Können Sie etwas zum Entstehungsprozess des Buches sagen? Wie lief die Arbeit ab und wie lange dauerte das ganze Projekt?

Metzelder: Es war wirklich ein Mammutprojekt. Den Fotografen Carsten Sander habe ich vor acht Jahren kennen gelernt, mit der Agentur Jung von Matt haben wir dann 2009 die Idee zum Fotobuch entwickelt. Vom ersten Bild mit Sönke Wortmann bis zur Veröffentlichung des Fotobuchs sind dann fast drei Jahre vergangen. Ein großes Lob geht an Carsten, der einen Großteil der Protagonisten angesprochen hat. Er hat eine kleine Deutschland-Reise hinter sich!

Und warum es nicht immer Spitzensport sein muss 

In dem Buch werden Geschichten von großen Karrieren erzählt, aber mal ehrlich: muss man denn immer bis an die Spitze? Was ist mit den einfachen Lebensentwürfen?

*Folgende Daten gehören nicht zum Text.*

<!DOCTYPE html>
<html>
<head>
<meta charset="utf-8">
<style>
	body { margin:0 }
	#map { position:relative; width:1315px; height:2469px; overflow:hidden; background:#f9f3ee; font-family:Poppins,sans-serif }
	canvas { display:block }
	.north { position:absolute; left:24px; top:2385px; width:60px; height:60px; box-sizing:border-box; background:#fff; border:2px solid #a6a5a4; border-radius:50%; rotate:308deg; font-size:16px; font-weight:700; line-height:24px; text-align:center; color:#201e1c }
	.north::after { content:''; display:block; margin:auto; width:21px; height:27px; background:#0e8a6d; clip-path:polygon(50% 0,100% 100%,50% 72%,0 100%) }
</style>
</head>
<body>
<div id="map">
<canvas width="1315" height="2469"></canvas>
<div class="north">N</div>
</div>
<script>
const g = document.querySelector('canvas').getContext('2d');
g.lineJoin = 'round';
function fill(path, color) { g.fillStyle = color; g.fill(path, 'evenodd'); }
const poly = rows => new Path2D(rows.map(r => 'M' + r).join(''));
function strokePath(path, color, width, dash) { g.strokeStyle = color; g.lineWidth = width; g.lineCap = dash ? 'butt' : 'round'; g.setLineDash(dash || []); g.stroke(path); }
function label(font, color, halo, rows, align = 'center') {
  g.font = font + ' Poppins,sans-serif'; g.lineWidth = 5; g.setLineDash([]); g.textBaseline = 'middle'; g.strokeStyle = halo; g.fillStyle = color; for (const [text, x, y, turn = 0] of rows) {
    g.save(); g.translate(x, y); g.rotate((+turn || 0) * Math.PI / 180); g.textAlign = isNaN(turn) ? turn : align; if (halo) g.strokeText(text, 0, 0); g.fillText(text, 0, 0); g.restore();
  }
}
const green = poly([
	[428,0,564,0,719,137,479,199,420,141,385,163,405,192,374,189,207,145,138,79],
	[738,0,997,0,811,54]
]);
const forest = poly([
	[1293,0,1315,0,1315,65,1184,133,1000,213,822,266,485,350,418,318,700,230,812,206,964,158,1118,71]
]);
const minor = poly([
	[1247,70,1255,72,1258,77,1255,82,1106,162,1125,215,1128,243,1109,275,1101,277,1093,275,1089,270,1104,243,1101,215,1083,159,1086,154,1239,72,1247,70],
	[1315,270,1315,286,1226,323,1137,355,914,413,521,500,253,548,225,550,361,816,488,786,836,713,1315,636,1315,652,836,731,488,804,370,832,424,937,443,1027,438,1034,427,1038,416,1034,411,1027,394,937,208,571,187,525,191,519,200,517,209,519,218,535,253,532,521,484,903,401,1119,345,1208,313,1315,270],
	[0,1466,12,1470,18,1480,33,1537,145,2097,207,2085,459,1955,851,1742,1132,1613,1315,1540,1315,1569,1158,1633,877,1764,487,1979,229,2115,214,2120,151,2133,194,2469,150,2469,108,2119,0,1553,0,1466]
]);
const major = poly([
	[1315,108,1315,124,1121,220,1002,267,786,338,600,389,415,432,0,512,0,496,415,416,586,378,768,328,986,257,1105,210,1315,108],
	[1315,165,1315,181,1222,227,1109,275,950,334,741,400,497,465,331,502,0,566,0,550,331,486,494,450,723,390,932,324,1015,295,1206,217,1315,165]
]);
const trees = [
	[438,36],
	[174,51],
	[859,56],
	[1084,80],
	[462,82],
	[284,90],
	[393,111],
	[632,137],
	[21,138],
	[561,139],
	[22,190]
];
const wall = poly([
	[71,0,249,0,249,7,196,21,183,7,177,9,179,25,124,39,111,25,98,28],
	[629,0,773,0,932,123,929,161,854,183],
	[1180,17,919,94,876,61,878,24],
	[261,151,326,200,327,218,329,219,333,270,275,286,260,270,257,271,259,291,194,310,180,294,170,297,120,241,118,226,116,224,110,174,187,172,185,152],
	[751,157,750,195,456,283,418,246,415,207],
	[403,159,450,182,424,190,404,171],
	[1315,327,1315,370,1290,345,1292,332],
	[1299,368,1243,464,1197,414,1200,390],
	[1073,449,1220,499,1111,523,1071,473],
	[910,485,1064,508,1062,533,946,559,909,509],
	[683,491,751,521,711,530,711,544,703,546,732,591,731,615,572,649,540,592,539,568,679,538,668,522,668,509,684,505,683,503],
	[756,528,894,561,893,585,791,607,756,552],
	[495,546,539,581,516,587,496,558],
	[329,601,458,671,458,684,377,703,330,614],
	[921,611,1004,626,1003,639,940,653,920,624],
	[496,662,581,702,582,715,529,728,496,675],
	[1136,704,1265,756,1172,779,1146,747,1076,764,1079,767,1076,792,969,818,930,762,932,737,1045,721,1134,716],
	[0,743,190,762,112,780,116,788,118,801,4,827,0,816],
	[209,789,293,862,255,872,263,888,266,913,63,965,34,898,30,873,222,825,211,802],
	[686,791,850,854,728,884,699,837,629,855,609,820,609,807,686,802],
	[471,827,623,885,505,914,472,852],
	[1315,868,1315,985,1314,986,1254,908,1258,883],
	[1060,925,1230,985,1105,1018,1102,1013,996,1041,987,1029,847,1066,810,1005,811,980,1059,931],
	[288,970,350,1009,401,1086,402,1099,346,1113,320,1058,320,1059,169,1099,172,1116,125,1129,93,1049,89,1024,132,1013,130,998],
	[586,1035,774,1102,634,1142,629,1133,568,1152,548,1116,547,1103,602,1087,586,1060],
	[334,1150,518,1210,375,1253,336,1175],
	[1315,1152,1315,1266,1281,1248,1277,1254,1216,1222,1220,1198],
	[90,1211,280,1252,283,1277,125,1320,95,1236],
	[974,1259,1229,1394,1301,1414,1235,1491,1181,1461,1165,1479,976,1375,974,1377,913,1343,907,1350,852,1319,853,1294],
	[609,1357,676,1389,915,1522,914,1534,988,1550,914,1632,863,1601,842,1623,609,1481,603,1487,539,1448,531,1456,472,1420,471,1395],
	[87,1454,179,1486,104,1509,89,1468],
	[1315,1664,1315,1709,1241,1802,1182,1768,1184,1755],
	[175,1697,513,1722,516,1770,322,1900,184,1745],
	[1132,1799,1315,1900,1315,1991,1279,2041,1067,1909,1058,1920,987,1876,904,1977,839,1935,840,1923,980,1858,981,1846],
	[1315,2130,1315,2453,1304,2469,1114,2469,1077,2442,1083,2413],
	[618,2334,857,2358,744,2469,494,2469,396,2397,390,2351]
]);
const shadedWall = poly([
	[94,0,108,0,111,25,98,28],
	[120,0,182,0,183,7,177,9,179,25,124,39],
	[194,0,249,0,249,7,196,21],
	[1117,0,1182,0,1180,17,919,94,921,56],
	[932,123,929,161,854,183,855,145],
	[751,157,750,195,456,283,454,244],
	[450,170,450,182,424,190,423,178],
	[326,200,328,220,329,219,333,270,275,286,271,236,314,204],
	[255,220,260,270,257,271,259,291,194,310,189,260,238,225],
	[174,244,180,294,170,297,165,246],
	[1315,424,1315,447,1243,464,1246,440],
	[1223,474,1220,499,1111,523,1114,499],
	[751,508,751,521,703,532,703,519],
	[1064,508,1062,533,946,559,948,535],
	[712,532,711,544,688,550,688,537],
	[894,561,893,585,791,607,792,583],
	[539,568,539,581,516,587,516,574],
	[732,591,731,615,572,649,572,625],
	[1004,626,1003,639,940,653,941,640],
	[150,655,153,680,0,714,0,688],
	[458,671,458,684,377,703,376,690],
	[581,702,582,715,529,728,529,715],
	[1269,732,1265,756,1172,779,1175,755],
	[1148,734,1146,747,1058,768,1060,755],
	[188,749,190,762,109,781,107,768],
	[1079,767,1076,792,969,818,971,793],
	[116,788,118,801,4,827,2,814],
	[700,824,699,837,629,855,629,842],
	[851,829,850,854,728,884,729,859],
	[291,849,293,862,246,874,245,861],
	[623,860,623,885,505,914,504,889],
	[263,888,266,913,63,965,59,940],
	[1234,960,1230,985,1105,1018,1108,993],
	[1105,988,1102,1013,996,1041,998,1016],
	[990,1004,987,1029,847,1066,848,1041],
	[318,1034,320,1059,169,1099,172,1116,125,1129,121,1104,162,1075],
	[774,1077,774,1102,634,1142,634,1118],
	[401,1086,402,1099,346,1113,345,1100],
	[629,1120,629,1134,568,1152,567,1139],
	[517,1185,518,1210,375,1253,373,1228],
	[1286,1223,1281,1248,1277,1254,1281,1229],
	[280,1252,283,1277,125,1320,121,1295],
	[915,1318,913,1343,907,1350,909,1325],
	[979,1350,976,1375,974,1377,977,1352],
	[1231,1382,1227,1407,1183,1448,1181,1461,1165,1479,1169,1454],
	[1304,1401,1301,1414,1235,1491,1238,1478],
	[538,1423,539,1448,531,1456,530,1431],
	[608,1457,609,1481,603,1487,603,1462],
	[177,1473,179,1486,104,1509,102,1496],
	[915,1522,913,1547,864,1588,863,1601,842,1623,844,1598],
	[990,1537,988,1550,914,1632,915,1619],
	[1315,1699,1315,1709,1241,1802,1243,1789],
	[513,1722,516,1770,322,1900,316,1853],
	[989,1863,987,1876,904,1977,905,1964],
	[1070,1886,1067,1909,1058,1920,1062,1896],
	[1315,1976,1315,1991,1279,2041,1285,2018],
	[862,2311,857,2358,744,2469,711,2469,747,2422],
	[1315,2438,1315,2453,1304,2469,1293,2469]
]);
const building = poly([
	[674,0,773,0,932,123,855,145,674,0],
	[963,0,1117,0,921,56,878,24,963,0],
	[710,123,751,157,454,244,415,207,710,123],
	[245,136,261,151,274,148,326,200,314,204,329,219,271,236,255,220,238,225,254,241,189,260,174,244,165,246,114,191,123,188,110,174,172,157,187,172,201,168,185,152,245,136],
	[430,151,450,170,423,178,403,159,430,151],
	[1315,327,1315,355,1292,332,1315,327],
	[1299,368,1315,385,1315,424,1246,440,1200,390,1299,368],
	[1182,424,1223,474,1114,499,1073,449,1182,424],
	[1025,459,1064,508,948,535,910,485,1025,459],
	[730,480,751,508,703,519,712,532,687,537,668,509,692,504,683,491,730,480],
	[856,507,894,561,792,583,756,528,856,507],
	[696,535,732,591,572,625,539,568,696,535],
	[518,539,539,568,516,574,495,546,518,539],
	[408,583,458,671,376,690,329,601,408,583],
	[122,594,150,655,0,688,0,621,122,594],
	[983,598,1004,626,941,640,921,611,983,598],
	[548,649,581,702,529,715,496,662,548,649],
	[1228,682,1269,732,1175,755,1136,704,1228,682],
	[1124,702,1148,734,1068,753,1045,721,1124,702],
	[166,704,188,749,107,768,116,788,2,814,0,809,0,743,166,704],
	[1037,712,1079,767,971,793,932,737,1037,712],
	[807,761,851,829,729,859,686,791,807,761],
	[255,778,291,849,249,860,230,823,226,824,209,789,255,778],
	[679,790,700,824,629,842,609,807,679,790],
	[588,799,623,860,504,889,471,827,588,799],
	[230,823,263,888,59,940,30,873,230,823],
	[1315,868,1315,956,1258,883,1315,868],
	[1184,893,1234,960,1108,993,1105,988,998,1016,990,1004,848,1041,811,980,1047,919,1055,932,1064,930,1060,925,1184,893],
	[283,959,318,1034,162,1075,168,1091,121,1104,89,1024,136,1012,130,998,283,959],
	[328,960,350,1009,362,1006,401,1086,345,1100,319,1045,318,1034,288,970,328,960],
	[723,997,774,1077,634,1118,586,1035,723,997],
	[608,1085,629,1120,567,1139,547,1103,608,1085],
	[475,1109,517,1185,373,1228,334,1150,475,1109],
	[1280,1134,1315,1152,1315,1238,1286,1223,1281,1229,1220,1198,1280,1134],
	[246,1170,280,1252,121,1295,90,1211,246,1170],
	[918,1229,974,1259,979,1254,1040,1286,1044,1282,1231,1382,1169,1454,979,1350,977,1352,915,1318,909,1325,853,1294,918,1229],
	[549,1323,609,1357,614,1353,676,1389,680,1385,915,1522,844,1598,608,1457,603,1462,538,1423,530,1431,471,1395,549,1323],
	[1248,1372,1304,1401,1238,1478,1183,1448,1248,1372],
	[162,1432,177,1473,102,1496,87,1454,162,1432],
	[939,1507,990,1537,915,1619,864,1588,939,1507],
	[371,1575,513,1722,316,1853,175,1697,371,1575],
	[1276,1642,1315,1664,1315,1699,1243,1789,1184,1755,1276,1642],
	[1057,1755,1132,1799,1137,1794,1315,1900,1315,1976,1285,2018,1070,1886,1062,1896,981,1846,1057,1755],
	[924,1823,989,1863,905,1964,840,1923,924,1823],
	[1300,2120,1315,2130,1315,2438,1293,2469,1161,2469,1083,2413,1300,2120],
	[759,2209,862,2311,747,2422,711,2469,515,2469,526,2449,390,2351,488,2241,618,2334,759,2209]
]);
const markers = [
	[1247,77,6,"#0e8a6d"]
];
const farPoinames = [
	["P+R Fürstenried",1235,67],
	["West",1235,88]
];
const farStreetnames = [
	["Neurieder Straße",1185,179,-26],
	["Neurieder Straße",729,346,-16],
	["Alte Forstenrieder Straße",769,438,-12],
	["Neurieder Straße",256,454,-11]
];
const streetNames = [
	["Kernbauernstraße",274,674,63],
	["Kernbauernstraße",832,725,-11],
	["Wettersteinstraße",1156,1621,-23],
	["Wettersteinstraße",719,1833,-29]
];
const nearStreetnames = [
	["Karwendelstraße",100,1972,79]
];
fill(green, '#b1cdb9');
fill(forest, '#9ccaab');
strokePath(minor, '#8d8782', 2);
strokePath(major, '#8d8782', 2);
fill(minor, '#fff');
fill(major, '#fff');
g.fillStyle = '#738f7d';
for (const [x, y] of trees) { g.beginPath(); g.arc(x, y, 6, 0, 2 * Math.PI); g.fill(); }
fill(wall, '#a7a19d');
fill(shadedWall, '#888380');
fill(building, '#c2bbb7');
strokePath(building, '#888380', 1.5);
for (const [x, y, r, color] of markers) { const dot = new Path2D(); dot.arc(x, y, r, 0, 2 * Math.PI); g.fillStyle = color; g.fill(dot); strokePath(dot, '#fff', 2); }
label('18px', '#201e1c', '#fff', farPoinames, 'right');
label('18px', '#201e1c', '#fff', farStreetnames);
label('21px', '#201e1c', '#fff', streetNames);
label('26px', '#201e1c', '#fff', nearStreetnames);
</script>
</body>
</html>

Metzelder: Um Gottes Willen, Exzellenzförderung ist zwar wichtig, aber gerade mit meiner Stiftung geht es ja um die Kinder und Jugendlichen, die extrem schwierige Startbedingungen in ihrem Leben haben. Das Buch soll einfach zeigen, dass Erfolg nicht „angeboren“ ist, fast jedem bietet das Leben großartige Chancen. Es ist meine tiefe Überzeugung, dass jeder Mensch besondere Fähigkeiten hat. Nicht jeder mag ein guter Fußballer, ein herausragender Sänger oder ein toller Schauspieler sein. Einige sind kreativ, können gut mit Kindern umgehen oder verstehen technische Zusammenhänge. Unsere Aufgabe als Stiftung ist es, gemeinsam mit den Projekten Kindern und Jugendlichen auf diesem Weg der Selbst- und Talentfindung zu begleiten. Was kann ich gut? Was macht mir Spaß? Das sind entscheidende Fragen, die Schule und Ausbildung ja auch einen Sinn geben. Zu lernen, damit man ein Ziel erreicht, das ist eine wichtige Botschaft.

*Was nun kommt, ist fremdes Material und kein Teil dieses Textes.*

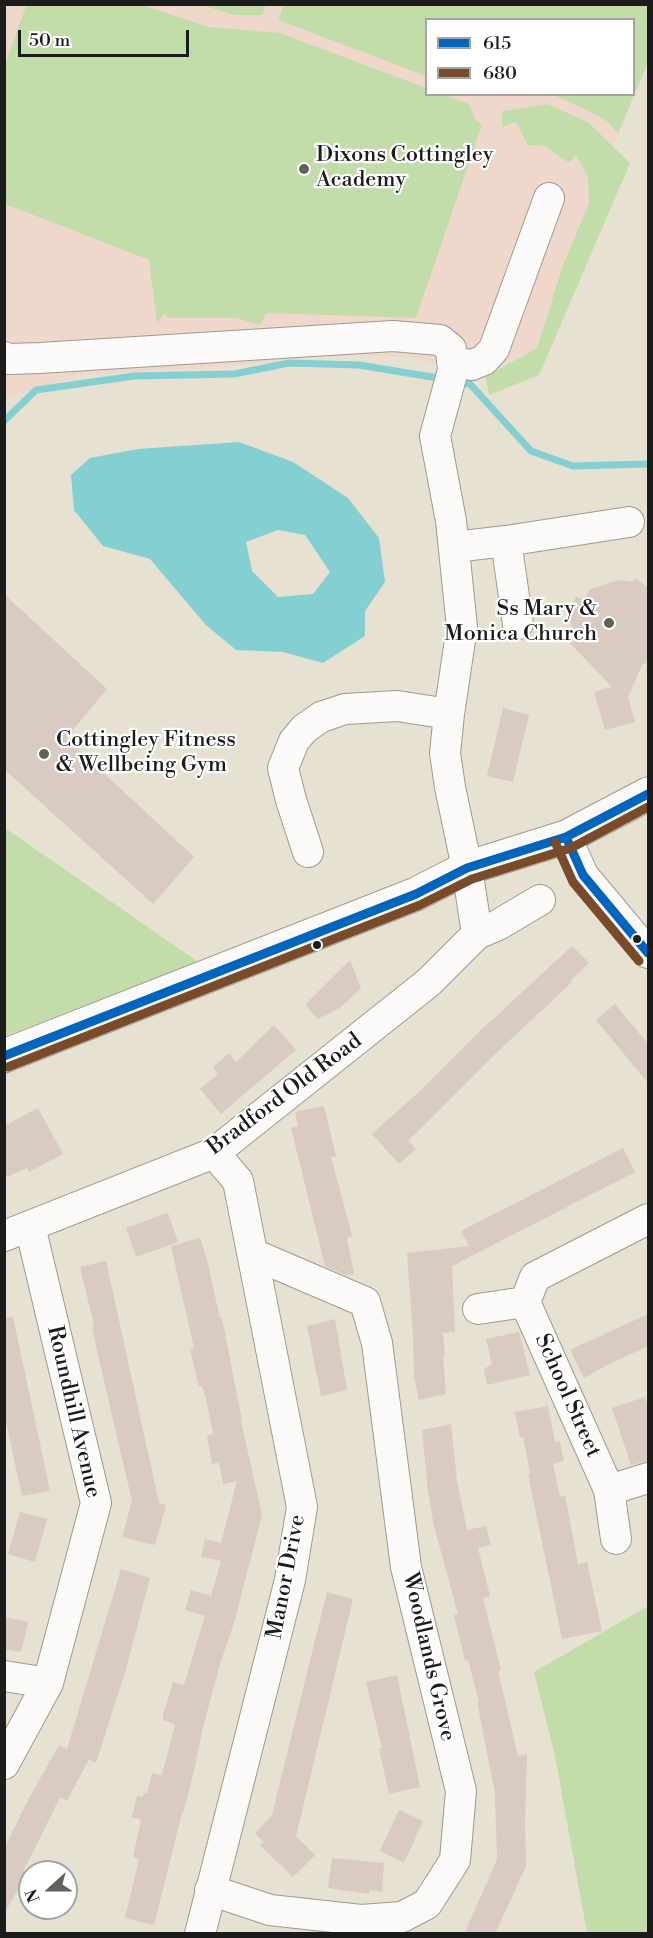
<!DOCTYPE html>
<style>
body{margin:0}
#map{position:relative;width:653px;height:1938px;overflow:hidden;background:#e6e1d1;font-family:"Libre Bodoni",serif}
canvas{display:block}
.frame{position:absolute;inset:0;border:6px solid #1c1c1c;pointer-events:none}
.legend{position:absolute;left:425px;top:18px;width:210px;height:78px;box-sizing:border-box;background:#fff;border:2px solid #a4a4a4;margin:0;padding:8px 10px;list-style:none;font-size:18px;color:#1c1c1c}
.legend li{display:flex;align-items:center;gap:12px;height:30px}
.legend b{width:30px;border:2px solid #a4a4a4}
.north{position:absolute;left:18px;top:1860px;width:60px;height:60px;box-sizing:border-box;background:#fff;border:2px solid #a4a4a4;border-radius:50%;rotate:249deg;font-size:16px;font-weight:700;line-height:24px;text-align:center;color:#1c1c1c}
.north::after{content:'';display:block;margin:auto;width:21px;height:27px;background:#63615b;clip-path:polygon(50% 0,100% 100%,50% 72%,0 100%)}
.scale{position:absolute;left:18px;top:30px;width:171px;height:27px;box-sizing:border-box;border:3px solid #1c1c1c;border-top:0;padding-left:8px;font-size:18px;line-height:21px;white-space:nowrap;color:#1c1c1c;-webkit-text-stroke:4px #fff;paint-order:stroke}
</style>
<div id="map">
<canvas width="653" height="1938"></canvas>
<div class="frame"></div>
<ul class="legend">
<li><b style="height:8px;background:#0065bd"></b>615</li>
<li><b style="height:8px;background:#7a4b2a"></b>680</li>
</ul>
<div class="north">N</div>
<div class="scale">50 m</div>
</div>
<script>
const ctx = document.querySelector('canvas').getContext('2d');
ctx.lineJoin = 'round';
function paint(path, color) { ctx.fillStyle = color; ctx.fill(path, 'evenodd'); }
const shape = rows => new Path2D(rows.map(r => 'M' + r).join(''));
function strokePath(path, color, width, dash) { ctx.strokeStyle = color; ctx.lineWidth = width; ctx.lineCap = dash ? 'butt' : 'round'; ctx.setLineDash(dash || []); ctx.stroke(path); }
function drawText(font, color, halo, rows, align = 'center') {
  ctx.font = font + ' "Libre Bodoni",serif'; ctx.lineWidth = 4.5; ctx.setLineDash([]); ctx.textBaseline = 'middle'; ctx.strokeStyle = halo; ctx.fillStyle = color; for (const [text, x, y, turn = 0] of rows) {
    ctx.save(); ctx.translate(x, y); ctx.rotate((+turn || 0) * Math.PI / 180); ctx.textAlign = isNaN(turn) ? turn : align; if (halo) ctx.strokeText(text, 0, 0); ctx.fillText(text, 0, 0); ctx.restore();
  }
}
paint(shape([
 [5,5,648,5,648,62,563,265,537,348,478,377,412,357,314,355,242,365,82,375,5,398],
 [426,20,634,20,634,94,426,94]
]), '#efd8cb');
paint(shape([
 [27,4,142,5,209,27,280,33,426,88,426,94,444,95,469,104,475,119,482,125,416,318,266,313,260,325,236,318,169,318,164,314,157,323,149,260,5,204,5,64],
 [284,4,648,5,648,62,618,134,608,122,597,115,554,95,634,94,634,20,426,20,426,76,278,20],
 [202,5,266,5,262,15,234,15],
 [548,104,589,123,630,163,539,375,489,395,486,376,537,348,563,265,589,203,588,177,576,155,569,163,545,146,528,145,516,122,502,127,502,111],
 [5,828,198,962,5,1036],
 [648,1606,648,1933,587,1933,555,1756,534,1672]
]), '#c2ddaa');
paint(shape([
 [239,442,293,462,348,498,379,538,385,582,365,611,365,636,323,663,283,652,236,650,206,625,150,559,103,546,74,510,71,475,90,458,138,449],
 [278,530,305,535,330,572,313,594,278,597,252,571,246,542]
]), '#84cfd1');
strokePath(shape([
 [458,382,470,384,531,451,573,466,648,464],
 [4,421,36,390,134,376,234,374,289,363,359,365,444,379]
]), '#84cfd1', 7);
paint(shape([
 [635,578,648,588,648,662,642,665,628,697,635,722,605,730,594,692,612,687,567,640,574,636,568,613,576,597,584,599,590,589,620,580,632,582],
 [4,594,107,689,66,738,194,857,153,904,4,769],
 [503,708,529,715,513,782,487,776],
 [572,946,589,963,571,980,572,982,492,1057,408,1141,416,1149,399,1164,372,1134,421,1090,477,1034],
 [350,960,361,988,340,1008,318,1019,305,1005],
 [615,1004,648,1044,648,1083,596,1020],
 [274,1025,296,1050,221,1114,200,1089,218,1074,213,1067,229,1053,236,1062],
 [324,1106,336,1156,331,1157,352,1236,347,1238,354,1274,346,1275,325,1266,291,1128,298,1126,295,1112],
 [38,1108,63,1154,29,1172,27,1168,4,1178,4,1126],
 [623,1148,635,1172,452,1266,455,1332,443,1333,445,1357,443,1357,446,1394,419,1400,414,1376,413,1336,407,1253,469,1246,461,1231],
 [168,1213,178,1242,136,1257,126,1228],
 [200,1238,206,1256,220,1318,222,1318,242,1420,241,1421,262,1515,234,1623,220,1664,204,1723,193,1775,183,1813,182,1813,154,1925,125,1918,139,1859,133,1857,141,1820,132,1817,137,1796,143,1797,144,1793,147,1794,152,1773,162,1775,175,1724,163,1720,163,1716,173,1682,184,1685,205,1616,185,1610,191,1590,211,1596,221,1561,201,1557,205,1539,221,1543,237,1481,223,1484,219,1462,212,1464,207,1436,213,1434,206,1398,202,1386,199,1387,190,1349,194,1348,171,1246],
 [106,1261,159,1503,166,1505,155,1545,122,1537,132,1501,96,1346,92,1325,94,1325,80,1267],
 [648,1314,648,1346,609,1364,584,1378,570,1350],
 [13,1317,50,1491,22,1496,4,1412,4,1318],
 [335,1319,347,1390,321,1396,307,1326],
 [519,1332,530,1375,487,1385,484,1369,492,1364,486,1339],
 [645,1397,648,1407,648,1461,631,1465,612,1408],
 [548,1406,555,1442,560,1441,564,1461,553,1464,560,1497,565,1496,578,1564,587,1562,602,1631,562,1639,528,1474,530,1473,523,1437,520,1438,515,1412],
 [451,1424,457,1481,467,1530,486,1526,491,1545,478,1548,490,1596,483,1598,501,1670,498,1671,518,1756,527,1754,525,1824,526,1866,495,1934,464,1934,497,1860,495,1794,477,1701,479,1701,468,1660,465,1661,454,1615,458,1614,434,1526,428,1491,422,1430],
 [20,1512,47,1519,35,1562,8,1554],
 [121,1569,150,1578,126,1669,96,1763,89,1759,67,1801,60,1797,23,1872,26,1874,4,1914,4,1849,28,1800,59,1745,67,1749],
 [327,1592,353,1599,296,1836,315,1855,293,1877,260,1845,264,1842,255,1834,272,1815],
 [4,1617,28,1622,21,1652,4,1649],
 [397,1675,420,1787,389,1794,379,1749,382,1748,366,1682],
 [399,1810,423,1821,404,1863,380,1851],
 [332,1858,384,1863,382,1892,370,1890,369,1894,328,1888]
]), '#d9cac2');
const minor = shape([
 [4,357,9,359,40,358,393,336,440,340,451,349,453,370,435,436,451,521,462,627,449,714,445,753,450,787,467,868,477,934,429,982,214,1153,4,1236],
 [452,362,472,365,484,360,494,349,549,198],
 [506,541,629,522],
 [454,547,506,541,518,624],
 [566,837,583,875,648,953],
 [308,852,291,800,283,768,294,741,304,729,321,717,345,709,397,706,449,714],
 [477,934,498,925,540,900],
 [648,1219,535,1277,525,1302,609,1490,648,1478],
 [478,1309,525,1302],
 [609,1490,616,1539],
 [4,1676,48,1683],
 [4,1764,48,1683,96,1503,30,1226],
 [210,1890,270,1910,361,1920,402,1917,427,1904,455,1860,461,1791,406,1567,377,1343,365,1302,253,1254],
 [200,1934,290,1580,302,1507,238,1181,214,1153]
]);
const major = shape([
 [4,1056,416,894,467,868,566,837,648,794]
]);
strokePath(minor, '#9d9a91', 32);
strokePath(major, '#9d9a91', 35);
strokePath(minor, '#fbfaf8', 30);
strokePath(major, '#fbfaf8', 33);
strokePath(shape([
 [566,837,583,875,648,953],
 [4,1056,416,894,467,868,566,837,648,794]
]), '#0065bd', 9);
strokePath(shape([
 [555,842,573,882,639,961],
 [8,1067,420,905,472,879,571,848,648,807]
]), '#7a4b2a', 9);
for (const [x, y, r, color] of [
 [304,169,6,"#63615b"],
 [609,623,6,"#63615b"],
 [44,754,6,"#63615b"],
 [637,939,5,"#1c1c1c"],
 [317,945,5,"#1c1c1c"]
]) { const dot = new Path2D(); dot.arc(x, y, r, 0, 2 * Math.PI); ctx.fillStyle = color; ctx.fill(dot); strokePath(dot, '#fff', 2); }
drawText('22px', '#1c1c1c', '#fff', [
 ["Dixons Cottingley",316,156],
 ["Academy",316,181],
 ["Ss Mary &",597,610,"right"],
 ["Monica Church",597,635,"right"],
 ["Cottingley Fitness",56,741],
 ["& Wellbeing Gym",56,766]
], 'left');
drawText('22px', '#1c1c1c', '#fff', [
 ["Bradford Old Road",285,1095,-37],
 ["School Street",567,1396,66],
 ["Roundhill Avenue",73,1412,77],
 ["Manor Drive",287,1577,-79],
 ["Woodlands Grove",428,1657,77]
]);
</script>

Erhielt Unterstützung: Boxerin Susi Kentikian
Erhielt Unterstützung: Boxerin Susi Kentikian © NN

Für das Buchprojekt war es wichtig, emotionale Geschichten zu erzählen, Identifikation zu stiften, aber auch die Aufmerksamkeit für unsere Arbeit zu erhöhen. Mit der Unterstützung der Prominenten haben wir das erreicht.

Zum Beispiel mit der Unterstützung der Boxerin Susianna Kentikian. Wünschen Sie sich eine solche Karriere auch für Ihre Tochter?

Metzelder: Kinder müssen ihren eigenen Weg gehen. Meine Tochter hat jetzt schon einen starken Willen und wird hoffentlich etwas finden, was sie mit Spaß und Hingabe verfolgt. Ich werde sie natürlich dabei begleiten und unterstützen.

Aber es könnte auch etwas ganz anderes werden?

Metzelder: Es wird wohl weder Boxen, noch Fußball werden... (lacht)

Welchen anderen Weg hätten Sie noch einschlagen können, wenn es für Fußball nicht gereicht hätte?

Metzelder: Ich habe lange Zeit parallel Leichtathletik gemacht, und ich denke, ohne meinen Kindergartenfreund wäre es wohl eine ganz passable Leichtathletikkarriere geworden.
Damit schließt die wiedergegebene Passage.